### ASSIGNED TASK
Please report, as a single number, how many lines in the entries include the string "scale".
-- DATA follows --
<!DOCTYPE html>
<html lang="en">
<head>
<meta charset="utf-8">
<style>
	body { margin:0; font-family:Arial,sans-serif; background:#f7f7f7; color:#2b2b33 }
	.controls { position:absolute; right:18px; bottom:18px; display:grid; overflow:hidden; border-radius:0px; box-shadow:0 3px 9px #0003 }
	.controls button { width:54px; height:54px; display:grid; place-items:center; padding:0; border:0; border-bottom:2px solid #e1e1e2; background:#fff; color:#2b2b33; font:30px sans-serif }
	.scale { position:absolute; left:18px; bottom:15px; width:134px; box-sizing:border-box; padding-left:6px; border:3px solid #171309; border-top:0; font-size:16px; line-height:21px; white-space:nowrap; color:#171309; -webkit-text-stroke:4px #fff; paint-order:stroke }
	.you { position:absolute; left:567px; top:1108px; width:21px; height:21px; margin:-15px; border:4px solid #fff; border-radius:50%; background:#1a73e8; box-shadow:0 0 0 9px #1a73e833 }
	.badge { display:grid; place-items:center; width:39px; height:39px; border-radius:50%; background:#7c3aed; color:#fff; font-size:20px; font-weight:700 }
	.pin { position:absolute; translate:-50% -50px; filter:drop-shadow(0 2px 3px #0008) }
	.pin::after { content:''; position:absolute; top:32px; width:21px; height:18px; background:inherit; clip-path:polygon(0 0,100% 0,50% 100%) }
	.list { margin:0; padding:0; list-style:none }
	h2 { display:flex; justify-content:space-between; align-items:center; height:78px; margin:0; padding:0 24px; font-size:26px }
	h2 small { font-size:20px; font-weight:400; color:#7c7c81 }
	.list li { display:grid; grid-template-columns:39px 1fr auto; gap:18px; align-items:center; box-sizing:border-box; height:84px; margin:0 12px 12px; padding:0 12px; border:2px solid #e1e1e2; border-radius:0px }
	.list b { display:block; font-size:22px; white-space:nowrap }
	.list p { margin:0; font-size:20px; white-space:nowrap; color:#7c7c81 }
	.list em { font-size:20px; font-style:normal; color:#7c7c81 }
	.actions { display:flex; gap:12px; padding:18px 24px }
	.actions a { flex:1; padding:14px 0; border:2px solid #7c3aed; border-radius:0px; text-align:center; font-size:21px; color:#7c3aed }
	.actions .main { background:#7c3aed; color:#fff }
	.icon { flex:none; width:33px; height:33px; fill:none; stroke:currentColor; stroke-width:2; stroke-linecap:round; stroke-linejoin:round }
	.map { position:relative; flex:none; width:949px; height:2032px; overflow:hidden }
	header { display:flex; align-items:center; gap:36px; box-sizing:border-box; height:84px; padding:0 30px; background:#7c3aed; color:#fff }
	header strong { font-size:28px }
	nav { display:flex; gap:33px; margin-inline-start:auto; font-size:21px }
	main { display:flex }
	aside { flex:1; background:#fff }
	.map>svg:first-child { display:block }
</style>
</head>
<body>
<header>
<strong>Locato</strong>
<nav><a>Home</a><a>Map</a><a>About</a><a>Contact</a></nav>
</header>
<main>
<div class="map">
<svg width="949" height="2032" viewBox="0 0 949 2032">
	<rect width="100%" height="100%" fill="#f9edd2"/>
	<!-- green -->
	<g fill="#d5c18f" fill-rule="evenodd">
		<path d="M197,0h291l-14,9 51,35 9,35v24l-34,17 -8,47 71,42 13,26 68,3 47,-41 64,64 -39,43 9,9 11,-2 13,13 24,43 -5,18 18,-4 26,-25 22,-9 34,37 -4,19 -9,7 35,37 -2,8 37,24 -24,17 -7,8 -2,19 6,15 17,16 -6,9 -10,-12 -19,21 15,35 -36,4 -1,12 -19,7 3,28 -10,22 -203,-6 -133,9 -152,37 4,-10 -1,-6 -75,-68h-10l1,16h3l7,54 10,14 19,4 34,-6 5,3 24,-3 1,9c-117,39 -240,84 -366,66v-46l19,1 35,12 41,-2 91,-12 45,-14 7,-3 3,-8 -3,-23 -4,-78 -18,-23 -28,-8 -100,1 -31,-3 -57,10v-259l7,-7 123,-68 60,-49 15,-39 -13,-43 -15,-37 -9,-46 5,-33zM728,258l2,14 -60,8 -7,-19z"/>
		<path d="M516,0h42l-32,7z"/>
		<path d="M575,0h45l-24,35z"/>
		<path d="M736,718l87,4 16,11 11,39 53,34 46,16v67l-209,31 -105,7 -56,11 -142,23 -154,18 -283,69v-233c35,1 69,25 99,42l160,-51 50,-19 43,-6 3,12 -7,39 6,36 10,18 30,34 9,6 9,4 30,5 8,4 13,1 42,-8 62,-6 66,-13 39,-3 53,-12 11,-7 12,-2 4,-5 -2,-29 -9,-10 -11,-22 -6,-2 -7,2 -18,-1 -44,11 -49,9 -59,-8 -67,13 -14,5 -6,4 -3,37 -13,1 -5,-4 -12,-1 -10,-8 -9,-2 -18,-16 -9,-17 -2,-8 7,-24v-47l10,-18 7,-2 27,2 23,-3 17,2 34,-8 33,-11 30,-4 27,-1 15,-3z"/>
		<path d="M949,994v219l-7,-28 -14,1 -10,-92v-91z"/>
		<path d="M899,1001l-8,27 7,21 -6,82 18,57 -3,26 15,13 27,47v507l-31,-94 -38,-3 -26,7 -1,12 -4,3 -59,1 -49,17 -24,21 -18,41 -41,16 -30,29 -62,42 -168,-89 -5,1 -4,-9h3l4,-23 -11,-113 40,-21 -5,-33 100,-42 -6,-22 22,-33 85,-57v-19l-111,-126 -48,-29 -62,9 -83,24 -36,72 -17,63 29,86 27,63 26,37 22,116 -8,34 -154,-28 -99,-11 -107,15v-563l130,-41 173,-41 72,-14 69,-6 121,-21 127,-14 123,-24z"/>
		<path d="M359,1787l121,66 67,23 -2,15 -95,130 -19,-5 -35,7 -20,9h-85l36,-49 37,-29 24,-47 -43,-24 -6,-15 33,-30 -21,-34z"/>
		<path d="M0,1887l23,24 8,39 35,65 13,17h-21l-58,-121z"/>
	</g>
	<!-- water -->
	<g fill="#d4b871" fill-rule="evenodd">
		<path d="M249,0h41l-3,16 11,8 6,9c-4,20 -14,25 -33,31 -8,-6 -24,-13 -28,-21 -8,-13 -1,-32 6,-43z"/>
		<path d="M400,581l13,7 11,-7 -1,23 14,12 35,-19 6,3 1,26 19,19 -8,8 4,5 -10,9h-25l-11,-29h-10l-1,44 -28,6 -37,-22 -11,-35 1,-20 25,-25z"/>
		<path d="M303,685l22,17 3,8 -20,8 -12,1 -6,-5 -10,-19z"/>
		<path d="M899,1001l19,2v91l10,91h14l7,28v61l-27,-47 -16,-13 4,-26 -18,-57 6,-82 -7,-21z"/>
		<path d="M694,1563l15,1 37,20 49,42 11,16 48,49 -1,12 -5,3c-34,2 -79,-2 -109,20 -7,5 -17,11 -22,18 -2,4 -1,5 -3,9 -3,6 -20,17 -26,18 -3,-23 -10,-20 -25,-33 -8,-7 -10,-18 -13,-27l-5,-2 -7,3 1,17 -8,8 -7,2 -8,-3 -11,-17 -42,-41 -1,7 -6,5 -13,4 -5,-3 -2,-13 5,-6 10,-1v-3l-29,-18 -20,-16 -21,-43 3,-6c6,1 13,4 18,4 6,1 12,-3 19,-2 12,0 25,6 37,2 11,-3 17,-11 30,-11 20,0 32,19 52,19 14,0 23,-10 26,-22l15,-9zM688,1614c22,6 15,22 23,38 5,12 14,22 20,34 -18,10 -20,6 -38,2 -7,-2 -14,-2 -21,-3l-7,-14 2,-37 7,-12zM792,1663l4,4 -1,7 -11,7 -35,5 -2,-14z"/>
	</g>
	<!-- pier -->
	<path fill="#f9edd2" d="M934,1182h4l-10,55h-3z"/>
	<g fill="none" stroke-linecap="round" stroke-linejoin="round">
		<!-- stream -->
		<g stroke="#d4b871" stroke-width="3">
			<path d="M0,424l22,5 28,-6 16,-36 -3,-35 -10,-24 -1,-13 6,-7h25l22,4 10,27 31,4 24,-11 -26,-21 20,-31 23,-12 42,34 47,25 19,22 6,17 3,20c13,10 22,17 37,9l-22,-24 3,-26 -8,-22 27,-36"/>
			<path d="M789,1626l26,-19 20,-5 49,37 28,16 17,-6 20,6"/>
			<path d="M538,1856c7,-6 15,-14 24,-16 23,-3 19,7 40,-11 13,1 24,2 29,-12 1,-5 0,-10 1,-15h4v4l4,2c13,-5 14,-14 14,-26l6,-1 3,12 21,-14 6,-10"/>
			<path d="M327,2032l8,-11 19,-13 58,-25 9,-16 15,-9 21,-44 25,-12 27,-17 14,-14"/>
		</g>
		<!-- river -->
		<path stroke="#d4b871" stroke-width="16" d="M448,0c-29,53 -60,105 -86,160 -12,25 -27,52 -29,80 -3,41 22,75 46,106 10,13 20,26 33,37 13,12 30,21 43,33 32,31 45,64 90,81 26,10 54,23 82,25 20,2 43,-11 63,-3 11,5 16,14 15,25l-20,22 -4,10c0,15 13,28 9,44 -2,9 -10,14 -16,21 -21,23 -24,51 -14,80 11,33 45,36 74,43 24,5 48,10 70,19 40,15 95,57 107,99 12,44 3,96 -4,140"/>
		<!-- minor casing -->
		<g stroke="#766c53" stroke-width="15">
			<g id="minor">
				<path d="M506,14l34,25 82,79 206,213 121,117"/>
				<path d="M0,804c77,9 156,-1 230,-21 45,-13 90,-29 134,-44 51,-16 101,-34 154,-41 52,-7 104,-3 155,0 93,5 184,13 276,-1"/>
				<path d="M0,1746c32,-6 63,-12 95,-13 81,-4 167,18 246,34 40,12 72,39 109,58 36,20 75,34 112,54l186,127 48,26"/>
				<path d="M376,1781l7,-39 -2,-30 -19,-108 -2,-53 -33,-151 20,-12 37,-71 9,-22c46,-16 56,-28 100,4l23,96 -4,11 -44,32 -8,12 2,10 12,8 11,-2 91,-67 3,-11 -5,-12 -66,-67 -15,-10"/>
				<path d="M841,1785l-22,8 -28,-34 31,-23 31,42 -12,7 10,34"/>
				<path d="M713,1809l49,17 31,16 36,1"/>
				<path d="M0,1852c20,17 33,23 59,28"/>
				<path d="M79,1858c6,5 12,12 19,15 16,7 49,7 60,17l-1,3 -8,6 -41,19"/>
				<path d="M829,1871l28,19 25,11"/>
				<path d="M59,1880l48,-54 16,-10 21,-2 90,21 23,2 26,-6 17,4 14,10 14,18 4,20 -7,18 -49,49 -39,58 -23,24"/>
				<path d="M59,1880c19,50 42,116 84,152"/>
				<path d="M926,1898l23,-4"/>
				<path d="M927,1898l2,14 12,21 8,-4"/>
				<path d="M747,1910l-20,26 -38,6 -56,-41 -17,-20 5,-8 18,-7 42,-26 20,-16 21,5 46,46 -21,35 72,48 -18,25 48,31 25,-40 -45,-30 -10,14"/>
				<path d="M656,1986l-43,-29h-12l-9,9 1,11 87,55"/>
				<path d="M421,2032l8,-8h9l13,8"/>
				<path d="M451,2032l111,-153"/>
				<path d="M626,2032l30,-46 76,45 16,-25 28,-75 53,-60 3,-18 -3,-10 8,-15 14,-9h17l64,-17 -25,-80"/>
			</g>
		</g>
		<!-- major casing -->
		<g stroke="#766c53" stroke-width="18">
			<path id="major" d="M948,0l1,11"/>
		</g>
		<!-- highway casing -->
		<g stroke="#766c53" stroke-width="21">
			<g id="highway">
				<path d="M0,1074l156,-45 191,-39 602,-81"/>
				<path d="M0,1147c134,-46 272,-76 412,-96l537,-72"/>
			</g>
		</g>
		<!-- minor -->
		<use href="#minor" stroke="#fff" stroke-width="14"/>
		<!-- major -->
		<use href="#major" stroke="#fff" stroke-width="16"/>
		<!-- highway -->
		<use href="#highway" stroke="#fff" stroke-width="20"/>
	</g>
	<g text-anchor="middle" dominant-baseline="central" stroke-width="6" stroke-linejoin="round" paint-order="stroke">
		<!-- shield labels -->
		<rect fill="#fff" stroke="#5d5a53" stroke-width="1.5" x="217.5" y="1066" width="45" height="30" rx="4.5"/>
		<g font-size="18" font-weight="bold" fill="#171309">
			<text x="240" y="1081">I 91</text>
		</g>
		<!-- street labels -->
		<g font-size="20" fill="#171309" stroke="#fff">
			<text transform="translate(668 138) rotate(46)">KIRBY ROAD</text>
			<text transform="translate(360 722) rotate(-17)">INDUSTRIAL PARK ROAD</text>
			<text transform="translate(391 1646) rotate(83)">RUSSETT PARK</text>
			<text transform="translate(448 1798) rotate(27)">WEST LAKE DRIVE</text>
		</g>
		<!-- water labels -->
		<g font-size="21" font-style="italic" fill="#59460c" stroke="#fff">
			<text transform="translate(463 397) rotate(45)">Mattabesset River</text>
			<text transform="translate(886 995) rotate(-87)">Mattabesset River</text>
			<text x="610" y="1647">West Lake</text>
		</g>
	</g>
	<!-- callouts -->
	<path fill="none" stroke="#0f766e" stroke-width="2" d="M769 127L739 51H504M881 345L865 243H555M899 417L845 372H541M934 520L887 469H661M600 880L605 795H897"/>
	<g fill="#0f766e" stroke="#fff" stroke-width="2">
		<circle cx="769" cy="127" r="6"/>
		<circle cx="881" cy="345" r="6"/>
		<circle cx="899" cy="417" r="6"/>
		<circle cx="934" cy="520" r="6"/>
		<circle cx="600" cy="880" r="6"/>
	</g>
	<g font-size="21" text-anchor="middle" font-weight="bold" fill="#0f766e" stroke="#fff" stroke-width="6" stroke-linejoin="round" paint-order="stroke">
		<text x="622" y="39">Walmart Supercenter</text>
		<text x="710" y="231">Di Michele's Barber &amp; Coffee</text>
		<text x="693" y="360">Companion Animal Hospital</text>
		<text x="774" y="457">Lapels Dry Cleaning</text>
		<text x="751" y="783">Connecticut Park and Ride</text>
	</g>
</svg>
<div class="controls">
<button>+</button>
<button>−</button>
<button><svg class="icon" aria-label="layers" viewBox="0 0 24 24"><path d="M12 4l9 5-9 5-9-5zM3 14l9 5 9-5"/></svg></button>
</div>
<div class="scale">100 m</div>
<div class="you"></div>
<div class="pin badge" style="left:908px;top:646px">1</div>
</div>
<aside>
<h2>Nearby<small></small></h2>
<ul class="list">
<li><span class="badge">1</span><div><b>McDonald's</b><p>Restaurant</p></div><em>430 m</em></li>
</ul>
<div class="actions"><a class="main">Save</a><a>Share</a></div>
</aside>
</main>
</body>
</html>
-- DATA concluded --
### PROBLEM SOLUTION
2